JA. Concernant le VUL, on sait que ce segment est très dépendant des indices macro-économiques. Or ils ont peu de chances d'évoluer positivement l'an prochain : ne craignez-vous pas que cela puisse contrarier vos prévisions ?
RL. Il est clair que les TPE et les PME sont touchées par tout ce qu'on entend. Mais cela ressort plus du domaine psychologique que rationnel. On en mesure bien les conséquences cette année. Mais fondamentalement, pour le VI et le VUL, j'ai moins de soucis que pour le VP. Sur le VP, le consommateur est tout simplement dans le brouillard, ce qui se traduit par un report d'achat motivé pour des raisons économiques ou par l'attente de l'arrivée de nouvelles technologies. Et sur le marché des sociétés, j'insiste sur le fait que les marques Premium sont très pénalisées par la TVS. Cela nous renvoie à une réflexion plus globale. Initialement, l'Etat a mis en place des aides pour soutenir le secteur automobile en prenant en compte son poids économique et social. Le bonus-malus a aussi été bien accueilli et même s'il favorisait les petites voitures et d'une certaine manière, les constructeurs nationaux, cela n'a posé aucun problème à Mercedes-Benz. En revanche, la TVS et l'éco-taxe ont été beaucoup plus problématiques pour les ventes sociétés. Ces mesures sont improductives car elles pénalisent les entreprises ! Et cela va à l'inverse de ce que font les autres Etats européens… C'est incompréhensible. Un seul exemple est plus parlant qu'un long discours : pour une société, le coût sur trois ans d'une nouvelle Classe C 220 CDI est 20 fois plus élevé en France qu'en Allemagne !

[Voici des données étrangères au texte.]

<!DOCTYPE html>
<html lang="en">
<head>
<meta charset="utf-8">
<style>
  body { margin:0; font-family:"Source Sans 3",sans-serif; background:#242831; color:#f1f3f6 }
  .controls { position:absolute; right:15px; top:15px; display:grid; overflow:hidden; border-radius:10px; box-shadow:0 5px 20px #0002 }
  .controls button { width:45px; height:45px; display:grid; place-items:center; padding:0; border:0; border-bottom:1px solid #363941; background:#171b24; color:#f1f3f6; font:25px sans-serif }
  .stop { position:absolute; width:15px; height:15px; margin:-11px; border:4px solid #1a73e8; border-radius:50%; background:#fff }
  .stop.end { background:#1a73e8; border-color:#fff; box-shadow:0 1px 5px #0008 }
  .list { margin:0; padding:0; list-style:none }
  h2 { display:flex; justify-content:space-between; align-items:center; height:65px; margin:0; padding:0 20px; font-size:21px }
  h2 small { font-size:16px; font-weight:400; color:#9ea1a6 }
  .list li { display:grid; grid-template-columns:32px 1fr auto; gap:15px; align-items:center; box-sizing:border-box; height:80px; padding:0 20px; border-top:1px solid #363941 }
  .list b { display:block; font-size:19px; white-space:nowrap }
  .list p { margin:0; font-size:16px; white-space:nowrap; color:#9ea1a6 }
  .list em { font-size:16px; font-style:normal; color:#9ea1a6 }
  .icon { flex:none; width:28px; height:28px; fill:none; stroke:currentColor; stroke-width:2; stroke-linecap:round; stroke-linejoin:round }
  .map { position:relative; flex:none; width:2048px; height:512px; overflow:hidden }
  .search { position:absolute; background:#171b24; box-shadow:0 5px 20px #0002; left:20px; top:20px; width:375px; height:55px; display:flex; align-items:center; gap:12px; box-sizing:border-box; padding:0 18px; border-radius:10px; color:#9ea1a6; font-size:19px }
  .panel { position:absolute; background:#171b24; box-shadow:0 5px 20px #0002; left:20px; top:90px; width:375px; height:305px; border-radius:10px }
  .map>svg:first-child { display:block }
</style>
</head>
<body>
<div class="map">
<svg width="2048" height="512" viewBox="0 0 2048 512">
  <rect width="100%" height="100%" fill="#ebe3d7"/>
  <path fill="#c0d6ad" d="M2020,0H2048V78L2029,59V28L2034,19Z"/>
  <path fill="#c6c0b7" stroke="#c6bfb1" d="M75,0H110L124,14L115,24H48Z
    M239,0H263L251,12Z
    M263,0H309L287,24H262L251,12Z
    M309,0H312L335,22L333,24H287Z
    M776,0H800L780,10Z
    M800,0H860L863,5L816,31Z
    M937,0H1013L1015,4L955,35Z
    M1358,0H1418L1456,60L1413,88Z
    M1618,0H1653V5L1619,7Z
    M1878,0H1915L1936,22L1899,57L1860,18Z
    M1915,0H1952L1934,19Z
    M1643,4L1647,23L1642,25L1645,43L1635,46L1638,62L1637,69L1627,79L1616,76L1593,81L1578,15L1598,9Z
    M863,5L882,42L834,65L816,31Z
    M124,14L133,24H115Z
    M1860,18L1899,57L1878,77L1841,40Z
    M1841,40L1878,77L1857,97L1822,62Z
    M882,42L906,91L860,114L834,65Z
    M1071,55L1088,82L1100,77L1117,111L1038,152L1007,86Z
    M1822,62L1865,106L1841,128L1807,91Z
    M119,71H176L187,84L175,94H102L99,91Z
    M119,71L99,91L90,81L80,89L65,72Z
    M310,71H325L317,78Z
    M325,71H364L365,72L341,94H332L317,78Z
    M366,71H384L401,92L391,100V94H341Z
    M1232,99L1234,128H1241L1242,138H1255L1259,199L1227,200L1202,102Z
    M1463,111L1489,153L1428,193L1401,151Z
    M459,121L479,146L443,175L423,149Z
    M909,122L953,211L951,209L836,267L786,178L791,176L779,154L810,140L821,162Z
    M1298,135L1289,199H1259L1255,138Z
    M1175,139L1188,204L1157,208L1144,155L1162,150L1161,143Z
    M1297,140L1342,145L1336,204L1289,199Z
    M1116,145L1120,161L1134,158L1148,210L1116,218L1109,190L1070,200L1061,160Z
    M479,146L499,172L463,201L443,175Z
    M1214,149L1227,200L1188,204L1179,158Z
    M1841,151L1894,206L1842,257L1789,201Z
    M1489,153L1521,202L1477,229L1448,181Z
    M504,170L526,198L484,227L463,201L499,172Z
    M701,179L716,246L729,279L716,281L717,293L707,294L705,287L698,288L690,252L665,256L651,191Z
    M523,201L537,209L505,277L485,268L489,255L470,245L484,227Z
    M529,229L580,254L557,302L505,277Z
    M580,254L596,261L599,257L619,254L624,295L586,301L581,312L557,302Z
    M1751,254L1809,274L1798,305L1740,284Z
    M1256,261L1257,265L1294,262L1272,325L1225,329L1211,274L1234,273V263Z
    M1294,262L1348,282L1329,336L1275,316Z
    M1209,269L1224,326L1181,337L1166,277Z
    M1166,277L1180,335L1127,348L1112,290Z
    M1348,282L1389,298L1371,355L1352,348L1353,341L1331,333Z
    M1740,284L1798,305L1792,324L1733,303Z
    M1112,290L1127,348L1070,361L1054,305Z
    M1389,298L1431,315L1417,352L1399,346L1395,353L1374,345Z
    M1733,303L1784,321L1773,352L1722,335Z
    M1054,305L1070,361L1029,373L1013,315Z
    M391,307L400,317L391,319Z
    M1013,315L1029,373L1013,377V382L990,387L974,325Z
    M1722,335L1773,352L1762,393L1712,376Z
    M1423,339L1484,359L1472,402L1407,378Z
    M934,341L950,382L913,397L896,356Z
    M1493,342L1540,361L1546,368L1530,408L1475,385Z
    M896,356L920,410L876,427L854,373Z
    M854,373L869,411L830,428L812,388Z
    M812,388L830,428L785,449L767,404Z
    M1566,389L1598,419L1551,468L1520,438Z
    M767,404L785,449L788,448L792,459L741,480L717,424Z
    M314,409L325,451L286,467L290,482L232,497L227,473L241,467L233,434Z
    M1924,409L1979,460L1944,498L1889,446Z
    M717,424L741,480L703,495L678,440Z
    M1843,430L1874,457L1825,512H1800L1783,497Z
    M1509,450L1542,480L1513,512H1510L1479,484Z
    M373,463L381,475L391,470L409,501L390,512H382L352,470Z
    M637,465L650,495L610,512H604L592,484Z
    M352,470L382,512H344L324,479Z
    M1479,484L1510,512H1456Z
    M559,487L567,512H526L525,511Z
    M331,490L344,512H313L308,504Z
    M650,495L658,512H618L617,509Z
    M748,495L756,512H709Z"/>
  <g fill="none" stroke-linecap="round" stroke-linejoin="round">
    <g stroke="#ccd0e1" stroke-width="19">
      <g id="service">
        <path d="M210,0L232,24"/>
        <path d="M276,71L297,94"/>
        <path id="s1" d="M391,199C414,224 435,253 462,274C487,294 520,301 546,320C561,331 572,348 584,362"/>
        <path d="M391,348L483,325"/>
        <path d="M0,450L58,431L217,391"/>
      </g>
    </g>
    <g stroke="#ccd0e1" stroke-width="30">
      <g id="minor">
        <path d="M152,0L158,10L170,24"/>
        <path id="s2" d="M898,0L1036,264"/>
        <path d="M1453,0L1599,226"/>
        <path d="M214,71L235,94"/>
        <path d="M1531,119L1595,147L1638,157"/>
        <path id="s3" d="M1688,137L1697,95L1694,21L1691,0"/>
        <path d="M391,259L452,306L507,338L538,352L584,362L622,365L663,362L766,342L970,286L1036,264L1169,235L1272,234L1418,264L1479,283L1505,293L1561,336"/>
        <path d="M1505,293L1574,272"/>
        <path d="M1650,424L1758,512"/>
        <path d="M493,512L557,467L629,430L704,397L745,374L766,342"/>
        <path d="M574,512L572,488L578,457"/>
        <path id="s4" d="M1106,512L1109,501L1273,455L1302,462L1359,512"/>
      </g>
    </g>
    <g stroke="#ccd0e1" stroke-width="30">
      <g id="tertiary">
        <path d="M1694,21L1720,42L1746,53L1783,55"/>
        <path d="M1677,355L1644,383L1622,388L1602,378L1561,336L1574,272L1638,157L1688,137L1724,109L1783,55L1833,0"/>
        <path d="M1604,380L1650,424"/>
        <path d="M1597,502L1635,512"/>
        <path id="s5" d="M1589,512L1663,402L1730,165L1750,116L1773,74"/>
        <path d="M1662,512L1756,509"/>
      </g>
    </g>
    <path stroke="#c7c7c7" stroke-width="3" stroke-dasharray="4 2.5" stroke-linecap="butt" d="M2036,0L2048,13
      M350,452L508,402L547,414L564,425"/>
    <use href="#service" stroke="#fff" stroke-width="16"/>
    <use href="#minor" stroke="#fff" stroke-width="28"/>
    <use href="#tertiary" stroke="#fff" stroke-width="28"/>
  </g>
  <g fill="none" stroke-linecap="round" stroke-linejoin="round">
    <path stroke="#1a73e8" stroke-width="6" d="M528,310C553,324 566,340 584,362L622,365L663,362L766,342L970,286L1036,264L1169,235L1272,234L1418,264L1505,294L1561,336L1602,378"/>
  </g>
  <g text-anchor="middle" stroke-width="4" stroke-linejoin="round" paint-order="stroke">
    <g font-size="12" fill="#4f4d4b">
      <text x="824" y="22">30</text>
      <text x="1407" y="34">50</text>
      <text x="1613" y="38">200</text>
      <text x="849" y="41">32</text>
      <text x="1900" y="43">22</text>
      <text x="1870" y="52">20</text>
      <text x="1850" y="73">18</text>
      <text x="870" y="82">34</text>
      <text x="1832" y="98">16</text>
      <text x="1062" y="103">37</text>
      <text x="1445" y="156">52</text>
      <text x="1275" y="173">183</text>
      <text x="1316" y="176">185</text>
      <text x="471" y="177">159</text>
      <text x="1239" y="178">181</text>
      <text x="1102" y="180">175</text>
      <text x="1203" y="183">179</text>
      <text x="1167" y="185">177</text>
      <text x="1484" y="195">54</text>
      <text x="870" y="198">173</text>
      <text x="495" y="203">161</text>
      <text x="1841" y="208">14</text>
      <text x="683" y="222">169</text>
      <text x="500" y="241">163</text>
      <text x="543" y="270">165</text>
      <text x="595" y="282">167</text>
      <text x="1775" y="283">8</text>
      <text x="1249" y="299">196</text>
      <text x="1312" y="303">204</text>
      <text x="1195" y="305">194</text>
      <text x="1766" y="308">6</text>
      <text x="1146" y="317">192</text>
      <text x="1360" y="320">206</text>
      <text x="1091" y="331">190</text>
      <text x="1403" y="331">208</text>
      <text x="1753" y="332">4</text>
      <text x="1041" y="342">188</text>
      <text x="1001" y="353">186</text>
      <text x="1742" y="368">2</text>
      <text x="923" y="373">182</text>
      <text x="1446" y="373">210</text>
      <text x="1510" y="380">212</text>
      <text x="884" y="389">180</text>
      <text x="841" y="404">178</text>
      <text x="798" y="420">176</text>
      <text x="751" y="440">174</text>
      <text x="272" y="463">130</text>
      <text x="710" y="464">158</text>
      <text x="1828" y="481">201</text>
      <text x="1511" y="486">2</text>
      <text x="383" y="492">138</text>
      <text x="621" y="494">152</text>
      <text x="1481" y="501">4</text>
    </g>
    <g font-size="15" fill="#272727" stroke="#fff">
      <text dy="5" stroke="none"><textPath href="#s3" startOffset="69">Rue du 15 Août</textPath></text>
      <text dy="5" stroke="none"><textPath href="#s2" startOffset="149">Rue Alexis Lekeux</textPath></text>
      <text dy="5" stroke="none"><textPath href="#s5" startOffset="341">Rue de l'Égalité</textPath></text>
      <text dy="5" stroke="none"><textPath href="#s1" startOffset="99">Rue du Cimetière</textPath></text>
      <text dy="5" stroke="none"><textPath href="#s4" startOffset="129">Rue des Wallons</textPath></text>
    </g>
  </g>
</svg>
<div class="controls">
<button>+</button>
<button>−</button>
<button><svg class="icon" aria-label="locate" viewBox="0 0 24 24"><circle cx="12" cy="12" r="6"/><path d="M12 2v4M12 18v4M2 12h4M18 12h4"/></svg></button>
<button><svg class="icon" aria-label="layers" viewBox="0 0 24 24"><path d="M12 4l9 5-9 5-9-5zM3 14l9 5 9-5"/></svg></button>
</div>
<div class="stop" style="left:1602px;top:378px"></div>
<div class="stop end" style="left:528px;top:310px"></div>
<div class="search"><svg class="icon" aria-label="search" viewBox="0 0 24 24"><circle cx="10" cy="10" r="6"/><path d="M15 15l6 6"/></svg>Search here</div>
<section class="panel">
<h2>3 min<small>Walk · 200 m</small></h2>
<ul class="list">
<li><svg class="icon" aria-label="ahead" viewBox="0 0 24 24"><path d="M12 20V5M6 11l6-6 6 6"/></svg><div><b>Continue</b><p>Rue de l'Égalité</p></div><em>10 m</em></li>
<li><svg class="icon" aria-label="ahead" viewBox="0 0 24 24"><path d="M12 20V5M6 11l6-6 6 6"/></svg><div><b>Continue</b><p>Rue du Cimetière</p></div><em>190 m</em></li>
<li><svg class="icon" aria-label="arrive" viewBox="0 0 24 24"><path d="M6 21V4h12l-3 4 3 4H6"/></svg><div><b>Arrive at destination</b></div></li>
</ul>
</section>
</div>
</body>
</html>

JA. Sur ce marché des sociétés, on imagine aisément que la Classe S hybride est un argument de poids, n'est-ce pas ?
RL. Tout à fait car au-delà des coûts maîtrisés et des performances environnementales, ce véhicule est porteur d'un message plus large de responsabilité. Vis-à-vis de l'extérieur comme des collaborateurs. D'ailleurs le modèle rencontre un franc succès. Ainsi, 30 % des Classe S vendues depuis la commercialisation en juin sont des versions hybrides. Grâce ou à cause de ce dont nous venons de parler, la France affiche donc une des plus fortes pénétrations européennes de la Classe S hybride dans le mix de ventes Classe S.
JA. Toutefois, selon une récente étude Arthur D. Little, il apparaît que le client Premium est très intéressé par les nouvelles technologies vertes, mais qu'il n'est pas pour autant plus disposé que les autres à en assumer le surcoût : qu'est-ce que cela vous inspire et selon vous, quel surcoût le client Mercedes-Benz est-il prêt à supporter ?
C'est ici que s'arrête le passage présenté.